__Exercise brief__
Output verbatim the line with "Where are all" together with every line beneath it, ending at the last line of the entries.

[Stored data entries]
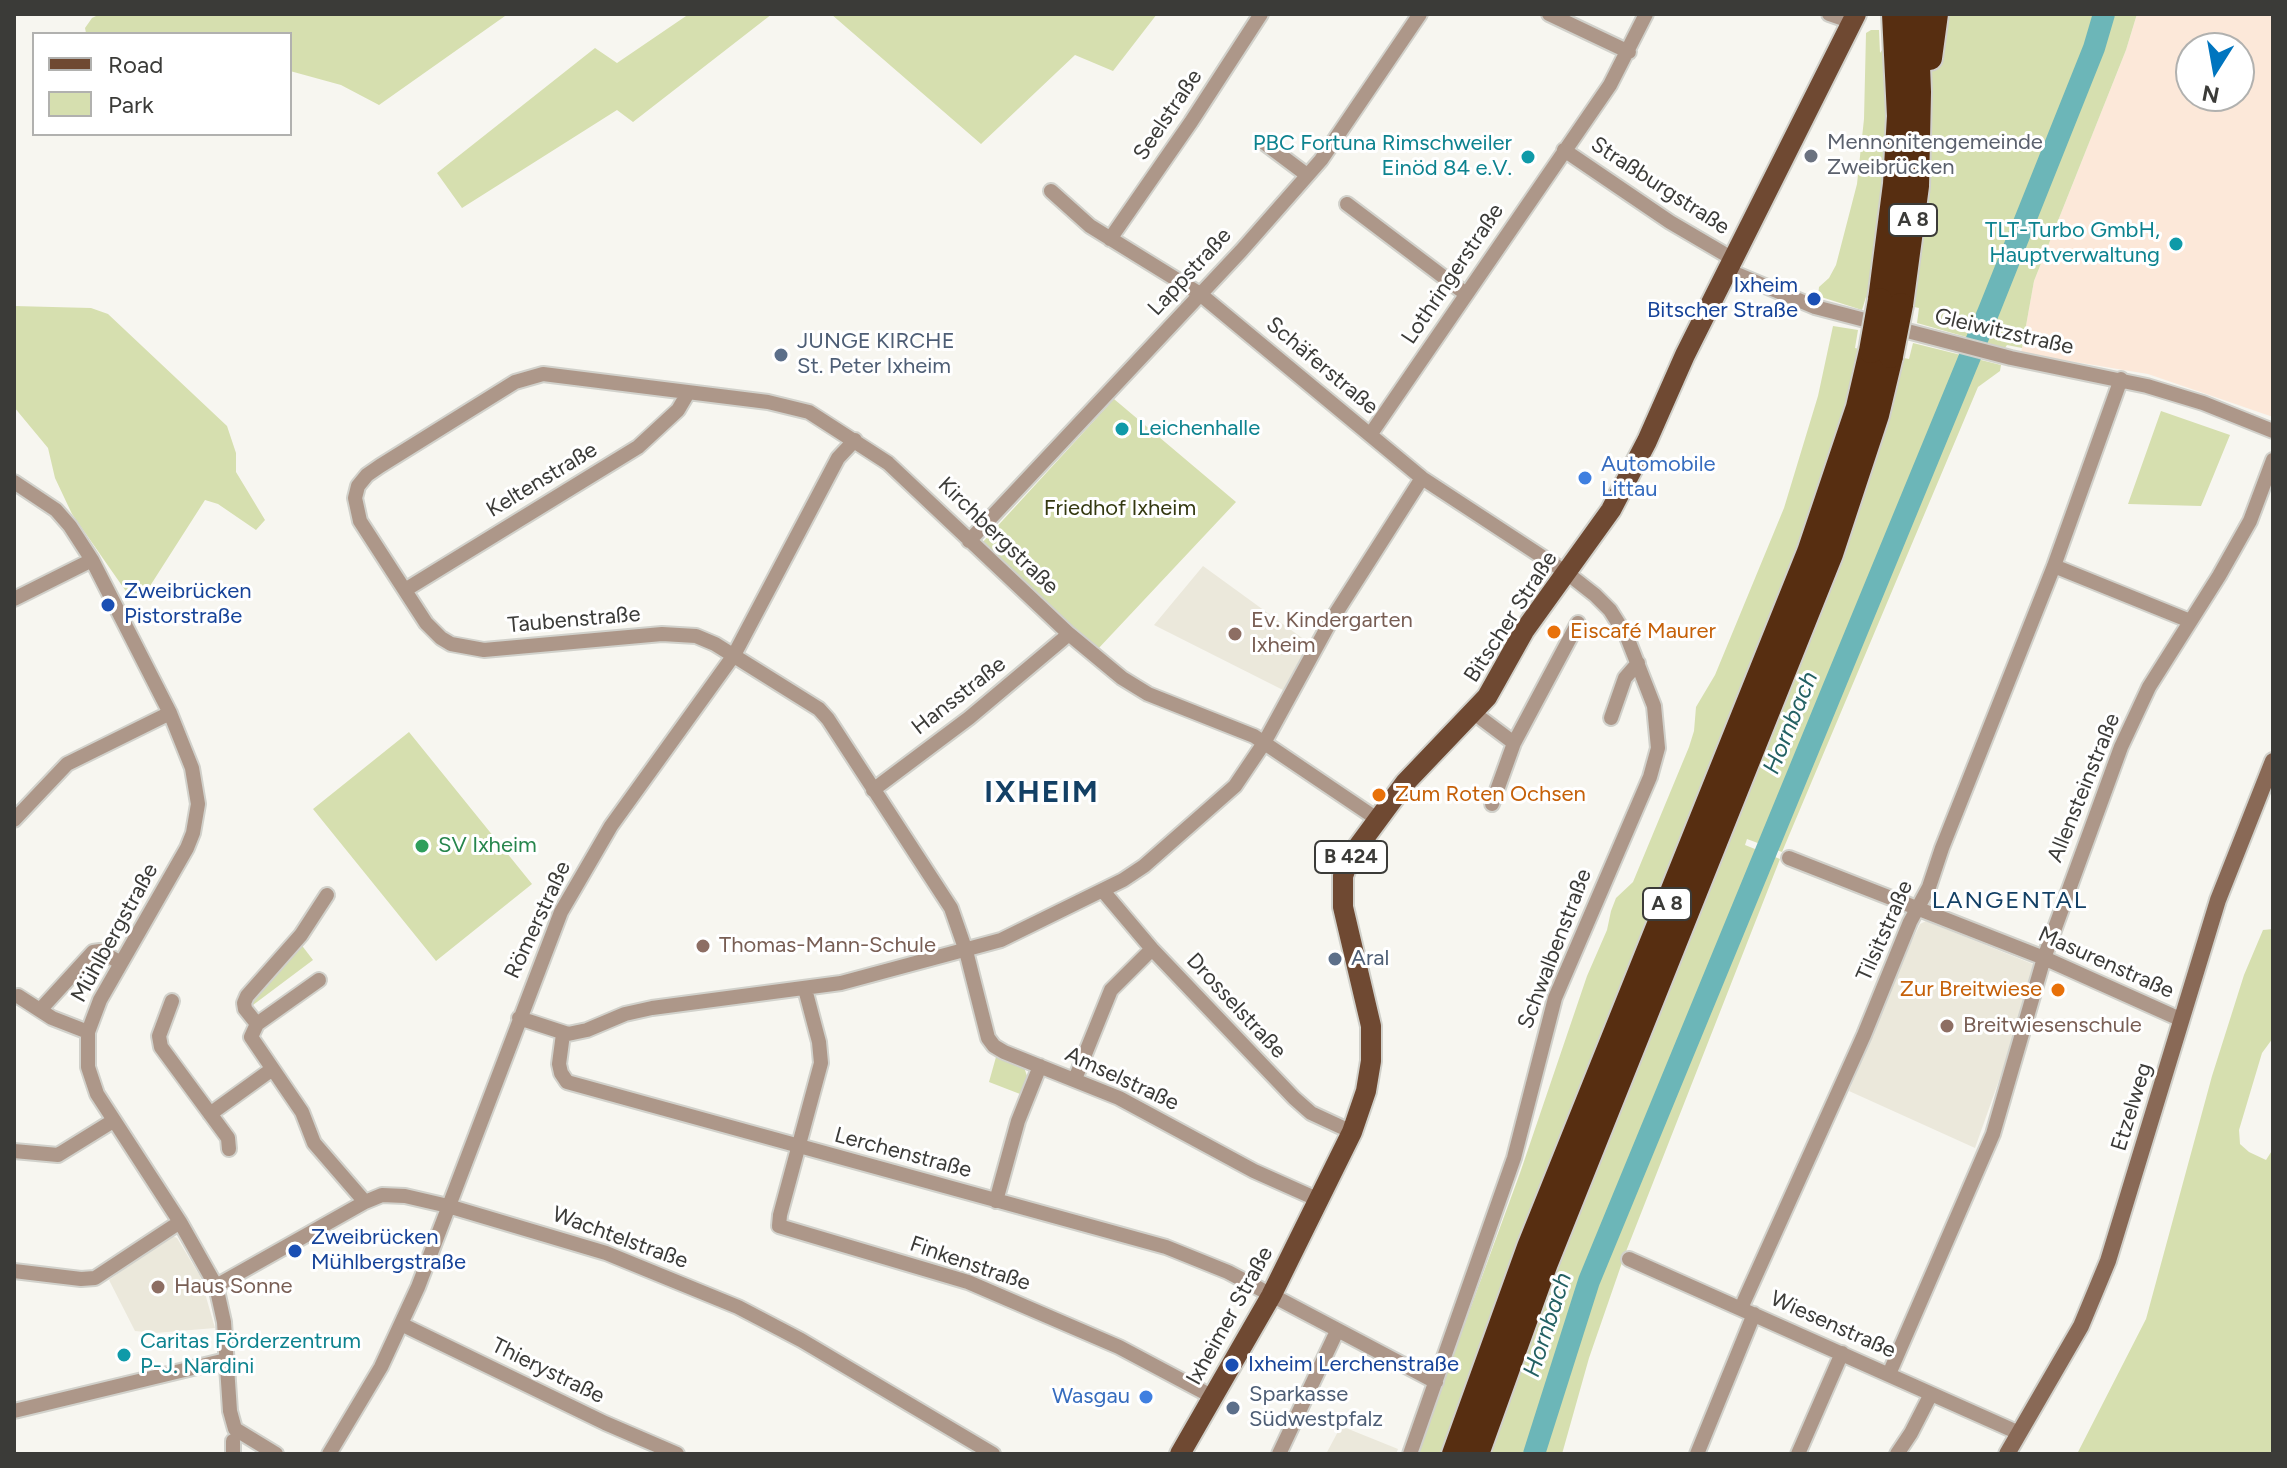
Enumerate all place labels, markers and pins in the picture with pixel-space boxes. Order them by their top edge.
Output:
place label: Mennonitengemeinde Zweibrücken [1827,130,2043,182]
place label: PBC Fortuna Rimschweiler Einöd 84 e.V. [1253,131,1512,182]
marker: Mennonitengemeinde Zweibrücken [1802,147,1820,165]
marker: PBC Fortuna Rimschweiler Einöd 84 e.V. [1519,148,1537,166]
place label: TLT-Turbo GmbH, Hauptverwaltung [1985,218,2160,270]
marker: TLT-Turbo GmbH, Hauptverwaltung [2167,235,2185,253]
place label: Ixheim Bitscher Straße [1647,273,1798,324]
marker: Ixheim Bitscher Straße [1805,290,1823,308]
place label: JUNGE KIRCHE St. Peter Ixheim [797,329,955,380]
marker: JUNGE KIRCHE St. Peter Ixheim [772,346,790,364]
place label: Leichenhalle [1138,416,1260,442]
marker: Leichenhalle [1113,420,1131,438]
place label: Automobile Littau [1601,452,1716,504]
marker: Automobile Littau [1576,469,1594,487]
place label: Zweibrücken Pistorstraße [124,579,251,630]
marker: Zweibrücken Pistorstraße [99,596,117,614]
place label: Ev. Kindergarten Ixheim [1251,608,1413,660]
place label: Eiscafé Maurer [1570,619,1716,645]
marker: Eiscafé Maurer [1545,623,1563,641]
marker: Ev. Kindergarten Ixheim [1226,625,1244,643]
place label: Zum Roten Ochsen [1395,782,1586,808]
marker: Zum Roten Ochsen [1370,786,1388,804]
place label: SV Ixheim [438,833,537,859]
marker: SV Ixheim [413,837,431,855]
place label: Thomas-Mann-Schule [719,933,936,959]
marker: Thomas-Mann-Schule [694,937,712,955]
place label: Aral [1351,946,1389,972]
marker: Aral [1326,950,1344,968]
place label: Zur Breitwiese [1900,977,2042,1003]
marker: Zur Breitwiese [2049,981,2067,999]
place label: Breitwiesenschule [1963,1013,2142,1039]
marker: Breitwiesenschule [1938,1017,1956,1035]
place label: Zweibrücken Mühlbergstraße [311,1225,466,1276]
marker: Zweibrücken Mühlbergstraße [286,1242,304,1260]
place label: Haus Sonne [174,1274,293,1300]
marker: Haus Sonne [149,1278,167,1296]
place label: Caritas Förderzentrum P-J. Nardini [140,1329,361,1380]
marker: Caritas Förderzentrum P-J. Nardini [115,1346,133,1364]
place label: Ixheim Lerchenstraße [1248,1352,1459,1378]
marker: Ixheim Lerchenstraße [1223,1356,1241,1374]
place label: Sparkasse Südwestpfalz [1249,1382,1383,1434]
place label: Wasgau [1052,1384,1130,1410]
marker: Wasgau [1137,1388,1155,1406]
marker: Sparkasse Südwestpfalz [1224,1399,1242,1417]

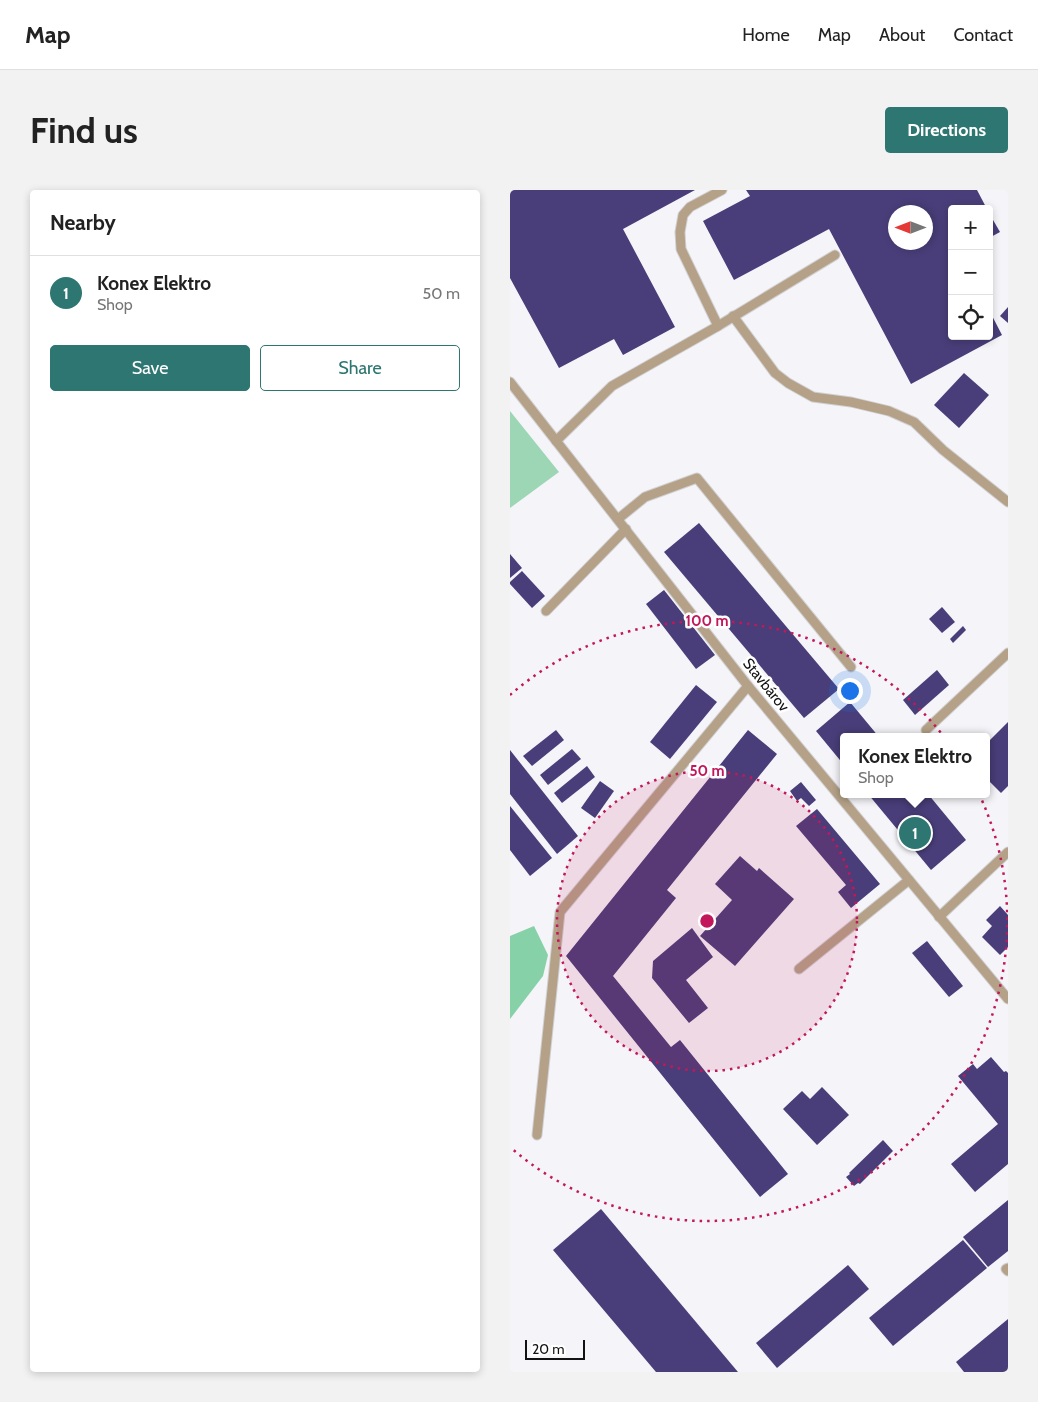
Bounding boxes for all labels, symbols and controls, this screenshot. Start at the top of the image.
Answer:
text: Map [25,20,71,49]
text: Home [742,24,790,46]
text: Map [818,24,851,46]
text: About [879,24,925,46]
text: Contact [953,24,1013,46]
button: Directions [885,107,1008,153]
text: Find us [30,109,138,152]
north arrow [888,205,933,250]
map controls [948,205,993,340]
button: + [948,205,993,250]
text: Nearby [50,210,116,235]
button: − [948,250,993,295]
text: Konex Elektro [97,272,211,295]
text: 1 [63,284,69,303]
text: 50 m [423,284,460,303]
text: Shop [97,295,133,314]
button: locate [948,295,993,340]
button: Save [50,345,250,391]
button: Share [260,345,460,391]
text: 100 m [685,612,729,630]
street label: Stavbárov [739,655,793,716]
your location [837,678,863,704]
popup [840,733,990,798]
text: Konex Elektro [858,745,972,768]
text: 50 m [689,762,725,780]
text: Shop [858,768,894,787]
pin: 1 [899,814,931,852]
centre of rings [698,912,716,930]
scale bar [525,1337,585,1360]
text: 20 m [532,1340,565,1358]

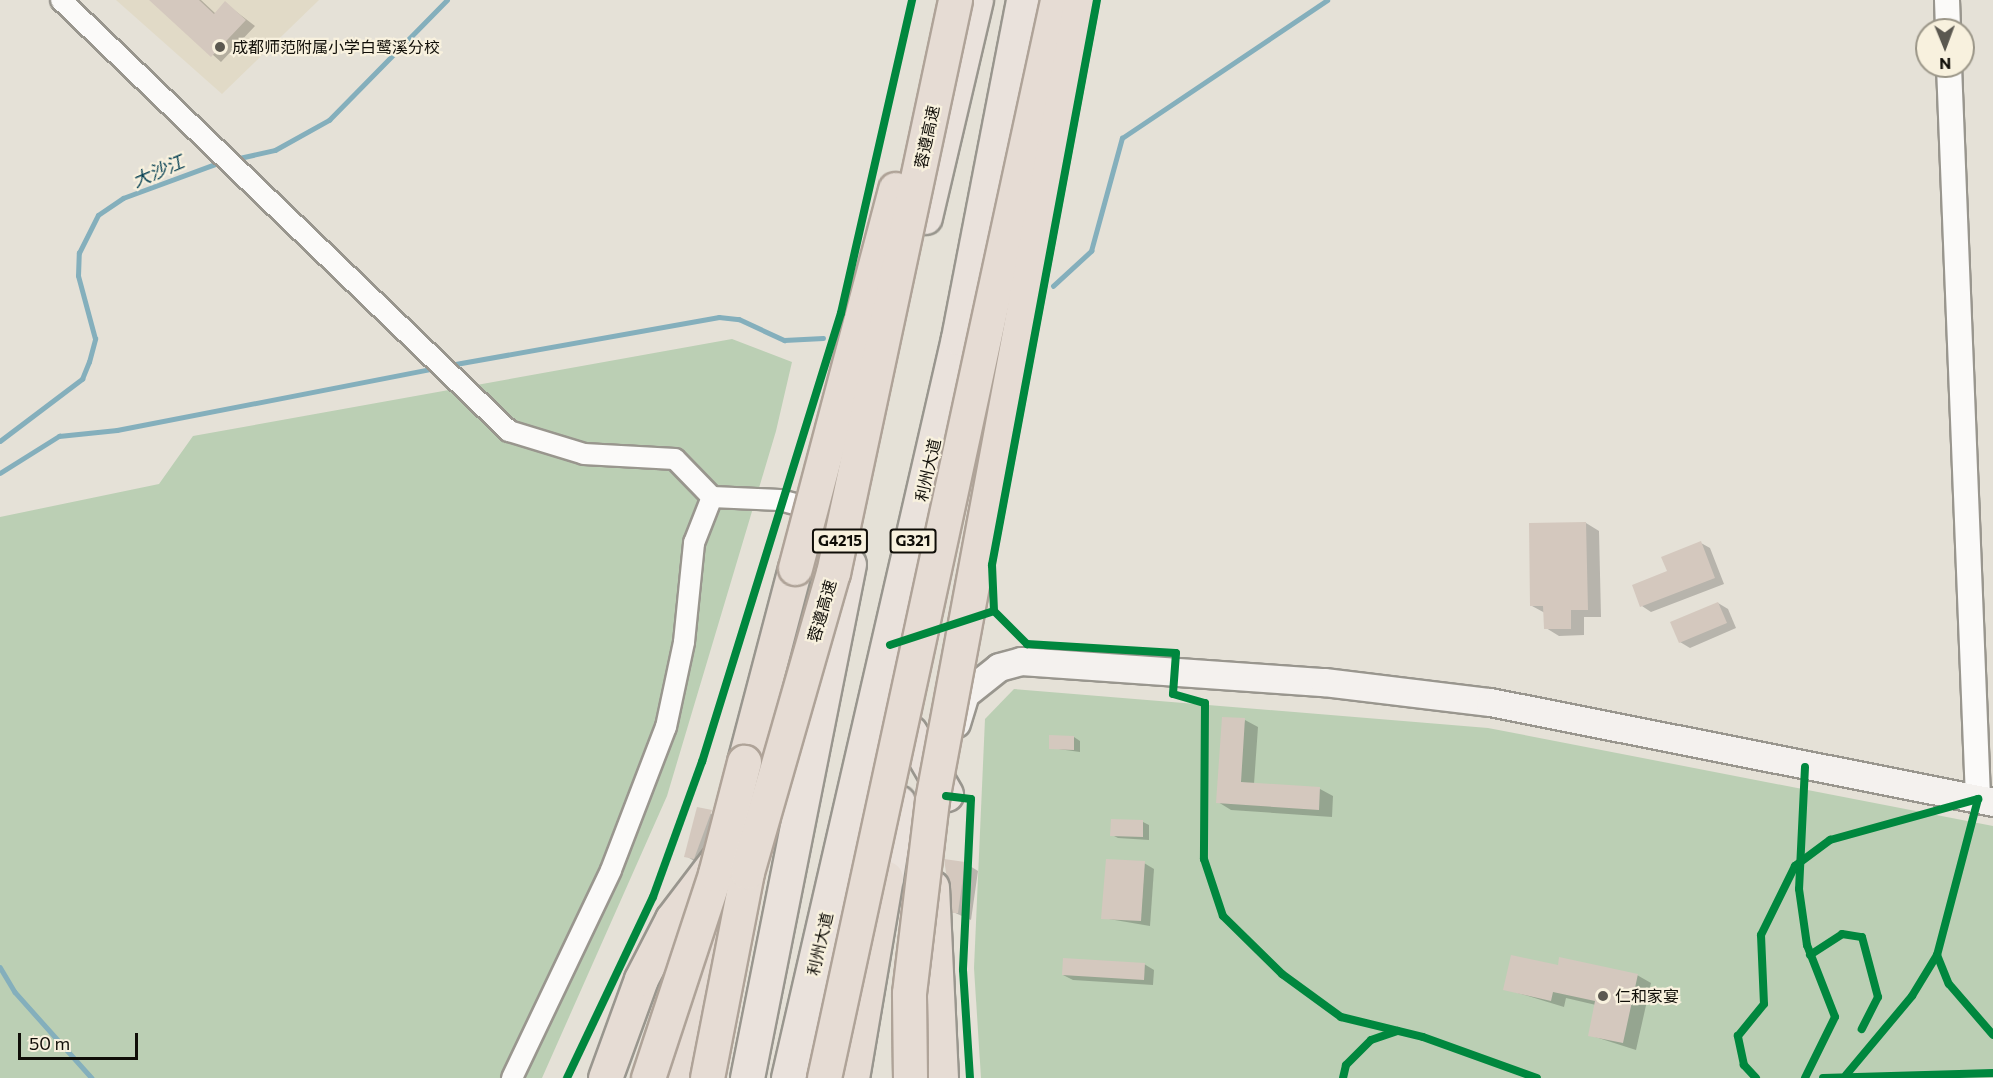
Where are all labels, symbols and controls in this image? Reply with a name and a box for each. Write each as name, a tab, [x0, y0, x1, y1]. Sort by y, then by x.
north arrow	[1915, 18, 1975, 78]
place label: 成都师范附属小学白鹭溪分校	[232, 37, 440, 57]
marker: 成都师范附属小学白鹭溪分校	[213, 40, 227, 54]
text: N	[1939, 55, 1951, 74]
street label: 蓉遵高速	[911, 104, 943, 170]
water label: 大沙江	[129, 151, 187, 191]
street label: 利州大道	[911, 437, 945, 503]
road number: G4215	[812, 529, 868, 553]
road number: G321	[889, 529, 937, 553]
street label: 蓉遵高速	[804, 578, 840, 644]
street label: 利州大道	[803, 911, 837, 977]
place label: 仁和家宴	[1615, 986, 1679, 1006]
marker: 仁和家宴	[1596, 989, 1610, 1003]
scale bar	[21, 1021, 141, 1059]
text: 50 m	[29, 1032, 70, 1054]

__Answer to this task__
Where are all labels, symbols and controls in this image? Reply with a name and a box for each. Write each as name, a tab, [x0, y0, x1, y1]. Sort by y, then by x.
north arrow	[1915, 18, 1975, 78]
place label: 成都师范附属小学白鹭溪分校	[232, 37, 440, 57]
marker: 成都师范附属小学白鹭溪分校	[213, 40, 227, 54]
text: N	[1939, 55, 1951, 74]
street label: 蓉遵高速	[911, 104, 943, 170]
water label: 大沙江	[129, 151, 187, 191]
street label: 利州大道	[911, 437, 945, 503]
road number: G4215	[812, 529, 868, 553]
road number: G321	[889, 529, 937, 553]
street label: 蓉遵高速	[804, 578, 840, 644]
street label: 利州大道	[803, 911, 837, 977]
place label: 仁和家宴	[1615, 986, 1679, 1006]
marker: 仁和家宴	[1596, 989, 1610, 1003]
scale bar	[21, 1021, 141, 1059]
text: 50 m	[29, 1032, 70, 1054]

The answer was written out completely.